5.1. On-disk layout

Everything the TOA server keeps for itself lives under toa-server.dataRoot (see Server settings). The layout is plain folders and files - no database - so an operator with shell access can answer support questions and do manual cleanup with ordinary tools.

5.1.1. Top-level structure

<dataRoot>/
  <domain.code>/                  one folder per configured domain
    cmserver2.xml                 cached templates (URL-based domains only)
    yyyy-MM-dd/                   one folder per server-local calendar day
      HHmm-xxxxxxxx/              one folder per import (HHmm + 8 hex chars)
        import.json
        doc-1/
          pages/
            page-1.bin
            page-1.meta.json      EML pages only
            page-2.bin
            ...
        doc-2/                    sibling document, see below
          pages/
            page-1.bin
            ...

The per-domain folder is created on startup. The yyyy-MM-dd folder is created the first time an import lands on that calendar day. The HHmm-xxxxxxxx folder is created when the add-in calls POST /import/<domain>. Nothing else writes into <dataRoot>.

The yyyy-MM-dd and HHmm parts use the server-local time zone. The same zone governs the retention cutoff, so a misconfigured zone has visible consequences both here and in Retention and cleanup. Pin the JVM time zone explicitly on every TOA server instance - see Time zone.

5.1.2. Import identifier

The API-level import id has the form:

yyyy-MM-dd_HHmm-xxxxxxxx

The two halves correspond directly to the date folder and the import folder on disk. Given an id, an operator can locate the import on disk without searching:

<dataRoot>/<domain>/<yyyy-MM-dd>/<HHmm-xxxxxxxx>/

The xxxxxxxx suffix is 8 random hex characters; it makes the id unguessable for download URLs and keeps imports unique within the same minute.
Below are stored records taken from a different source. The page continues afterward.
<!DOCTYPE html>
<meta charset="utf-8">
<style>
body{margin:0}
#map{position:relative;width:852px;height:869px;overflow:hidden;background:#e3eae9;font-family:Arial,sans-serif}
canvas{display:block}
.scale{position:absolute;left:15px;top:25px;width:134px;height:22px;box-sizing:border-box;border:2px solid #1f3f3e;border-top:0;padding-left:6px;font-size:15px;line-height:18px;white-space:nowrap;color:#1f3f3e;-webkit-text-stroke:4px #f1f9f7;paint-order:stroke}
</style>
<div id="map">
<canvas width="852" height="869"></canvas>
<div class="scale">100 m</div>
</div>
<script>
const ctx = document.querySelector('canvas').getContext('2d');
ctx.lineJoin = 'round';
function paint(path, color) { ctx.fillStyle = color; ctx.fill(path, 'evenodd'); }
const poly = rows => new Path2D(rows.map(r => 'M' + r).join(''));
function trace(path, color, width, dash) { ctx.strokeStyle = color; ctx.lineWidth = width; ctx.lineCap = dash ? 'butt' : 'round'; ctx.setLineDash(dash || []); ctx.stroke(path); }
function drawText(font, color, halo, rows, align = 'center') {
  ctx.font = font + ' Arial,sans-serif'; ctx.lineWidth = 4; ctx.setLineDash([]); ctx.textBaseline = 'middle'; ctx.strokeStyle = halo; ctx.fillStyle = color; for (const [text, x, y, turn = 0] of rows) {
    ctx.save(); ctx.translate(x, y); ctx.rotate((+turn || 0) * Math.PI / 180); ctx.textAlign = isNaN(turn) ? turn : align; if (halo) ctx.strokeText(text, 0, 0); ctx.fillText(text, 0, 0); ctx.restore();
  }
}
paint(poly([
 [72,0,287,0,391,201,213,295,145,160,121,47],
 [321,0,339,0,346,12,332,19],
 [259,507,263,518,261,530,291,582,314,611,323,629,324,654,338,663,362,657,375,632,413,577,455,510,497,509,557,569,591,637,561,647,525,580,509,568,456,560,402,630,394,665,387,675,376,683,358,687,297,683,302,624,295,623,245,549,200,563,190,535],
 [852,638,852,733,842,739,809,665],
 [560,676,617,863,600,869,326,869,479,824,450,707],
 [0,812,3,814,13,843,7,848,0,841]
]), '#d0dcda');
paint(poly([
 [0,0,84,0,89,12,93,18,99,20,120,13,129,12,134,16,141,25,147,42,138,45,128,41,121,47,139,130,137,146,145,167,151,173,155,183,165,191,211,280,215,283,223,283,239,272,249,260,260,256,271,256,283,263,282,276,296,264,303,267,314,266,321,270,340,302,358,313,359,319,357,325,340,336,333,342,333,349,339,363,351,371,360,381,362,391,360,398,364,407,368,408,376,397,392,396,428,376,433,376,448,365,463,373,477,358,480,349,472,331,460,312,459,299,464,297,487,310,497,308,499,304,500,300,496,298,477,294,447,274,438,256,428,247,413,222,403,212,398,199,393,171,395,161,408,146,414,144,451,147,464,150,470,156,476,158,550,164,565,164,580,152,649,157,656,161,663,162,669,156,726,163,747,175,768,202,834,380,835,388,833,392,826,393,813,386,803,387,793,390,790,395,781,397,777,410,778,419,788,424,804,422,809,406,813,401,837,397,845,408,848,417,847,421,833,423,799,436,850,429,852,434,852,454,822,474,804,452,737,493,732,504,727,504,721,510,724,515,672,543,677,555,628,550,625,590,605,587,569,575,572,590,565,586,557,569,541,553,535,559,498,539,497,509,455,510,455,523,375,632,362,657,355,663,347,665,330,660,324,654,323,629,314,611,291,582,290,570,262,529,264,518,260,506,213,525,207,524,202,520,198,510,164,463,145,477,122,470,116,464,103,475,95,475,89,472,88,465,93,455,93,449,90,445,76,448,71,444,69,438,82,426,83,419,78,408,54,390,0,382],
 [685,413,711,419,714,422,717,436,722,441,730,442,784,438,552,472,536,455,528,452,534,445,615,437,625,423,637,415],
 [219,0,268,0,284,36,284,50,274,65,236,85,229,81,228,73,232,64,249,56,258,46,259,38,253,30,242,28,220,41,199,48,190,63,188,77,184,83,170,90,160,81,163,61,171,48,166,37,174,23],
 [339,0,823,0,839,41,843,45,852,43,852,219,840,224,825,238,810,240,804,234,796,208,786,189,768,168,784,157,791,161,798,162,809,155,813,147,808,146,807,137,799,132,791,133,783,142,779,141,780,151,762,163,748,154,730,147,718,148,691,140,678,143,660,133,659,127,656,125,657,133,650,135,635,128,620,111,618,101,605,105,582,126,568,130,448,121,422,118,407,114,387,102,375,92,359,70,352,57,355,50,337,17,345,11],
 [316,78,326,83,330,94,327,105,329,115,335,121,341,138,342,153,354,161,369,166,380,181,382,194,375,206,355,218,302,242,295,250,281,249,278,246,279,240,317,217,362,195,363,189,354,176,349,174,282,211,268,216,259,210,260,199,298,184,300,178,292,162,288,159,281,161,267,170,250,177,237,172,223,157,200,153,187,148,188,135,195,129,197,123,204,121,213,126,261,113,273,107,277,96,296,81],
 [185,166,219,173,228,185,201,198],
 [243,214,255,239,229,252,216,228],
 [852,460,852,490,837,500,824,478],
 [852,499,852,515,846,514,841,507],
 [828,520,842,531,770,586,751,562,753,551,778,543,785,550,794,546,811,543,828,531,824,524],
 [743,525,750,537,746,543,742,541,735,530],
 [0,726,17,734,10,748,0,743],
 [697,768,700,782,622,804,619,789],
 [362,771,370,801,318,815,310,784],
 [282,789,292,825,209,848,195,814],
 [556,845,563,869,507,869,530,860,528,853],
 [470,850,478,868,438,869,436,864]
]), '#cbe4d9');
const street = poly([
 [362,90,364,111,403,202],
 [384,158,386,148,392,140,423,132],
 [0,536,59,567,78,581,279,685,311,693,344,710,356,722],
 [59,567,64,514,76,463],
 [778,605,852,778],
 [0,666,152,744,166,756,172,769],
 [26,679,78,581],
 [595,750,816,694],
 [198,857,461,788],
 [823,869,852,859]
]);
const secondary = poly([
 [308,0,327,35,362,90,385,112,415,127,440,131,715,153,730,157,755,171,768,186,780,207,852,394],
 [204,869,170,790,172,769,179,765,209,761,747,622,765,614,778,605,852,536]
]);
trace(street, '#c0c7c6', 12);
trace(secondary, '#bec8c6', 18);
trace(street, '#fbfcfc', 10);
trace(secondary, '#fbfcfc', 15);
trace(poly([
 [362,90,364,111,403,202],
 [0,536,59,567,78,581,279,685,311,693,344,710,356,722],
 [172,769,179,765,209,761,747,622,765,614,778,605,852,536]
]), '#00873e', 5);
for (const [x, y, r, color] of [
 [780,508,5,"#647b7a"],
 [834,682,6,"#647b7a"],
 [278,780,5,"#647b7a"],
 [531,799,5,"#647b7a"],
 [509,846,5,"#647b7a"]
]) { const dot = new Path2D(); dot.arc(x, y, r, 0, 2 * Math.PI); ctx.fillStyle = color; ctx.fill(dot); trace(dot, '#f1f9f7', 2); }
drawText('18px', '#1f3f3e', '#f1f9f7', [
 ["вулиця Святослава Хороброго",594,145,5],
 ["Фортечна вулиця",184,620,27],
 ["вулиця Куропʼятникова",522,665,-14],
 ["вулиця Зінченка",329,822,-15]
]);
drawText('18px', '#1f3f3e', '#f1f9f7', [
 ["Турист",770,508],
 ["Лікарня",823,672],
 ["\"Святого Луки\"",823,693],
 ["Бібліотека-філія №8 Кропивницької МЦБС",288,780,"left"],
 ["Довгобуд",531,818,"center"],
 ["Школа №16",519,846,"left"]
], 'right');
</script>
5.1.3. What each file means

import.json

Single source of truth for an import. Operator-relevant fields:

status - DRAFT, PENDING, SUBMITTED or FAILED. FAILED carries an error message; SUBMITTED carries damisBatchId for cross-referencing the storage server.
userName / userEmail - whoever created the import in Outlook. userEmail is also the ownership key enforced on subsequent mutations.
documents[] - the list of documents in this import; each entry carries its template id, attribute values and pages[] metadata (filename, byte size, content type, sidecar filename if any).

The file is rewritten atomically (write to import.json.tmp, then ATOMIC_MOVE). If you ever see import.json.tmp left over, the server crashed mid-rewrite - it is safe to delete; the previous import.json is intact.

doc-N/

One folder per document inside the import. doc-1 always exists and corresponds to the original message the user uploaded. doc-2, doc-3, … are sibling documents created by the “extract attachments” flow - each holds the attachments split out of an EML page in doc-1 (or a later sibling).

doc-N/pages/page-M.bin

Raw page payload. The byte stream is whatever the client posted - typically an EML message for page-1 of doc-1, or a single extracted attachment for sibling-document pages. The .bin extension is intentional; the semantic content type lives in import.json and (for EML) in the sidecar.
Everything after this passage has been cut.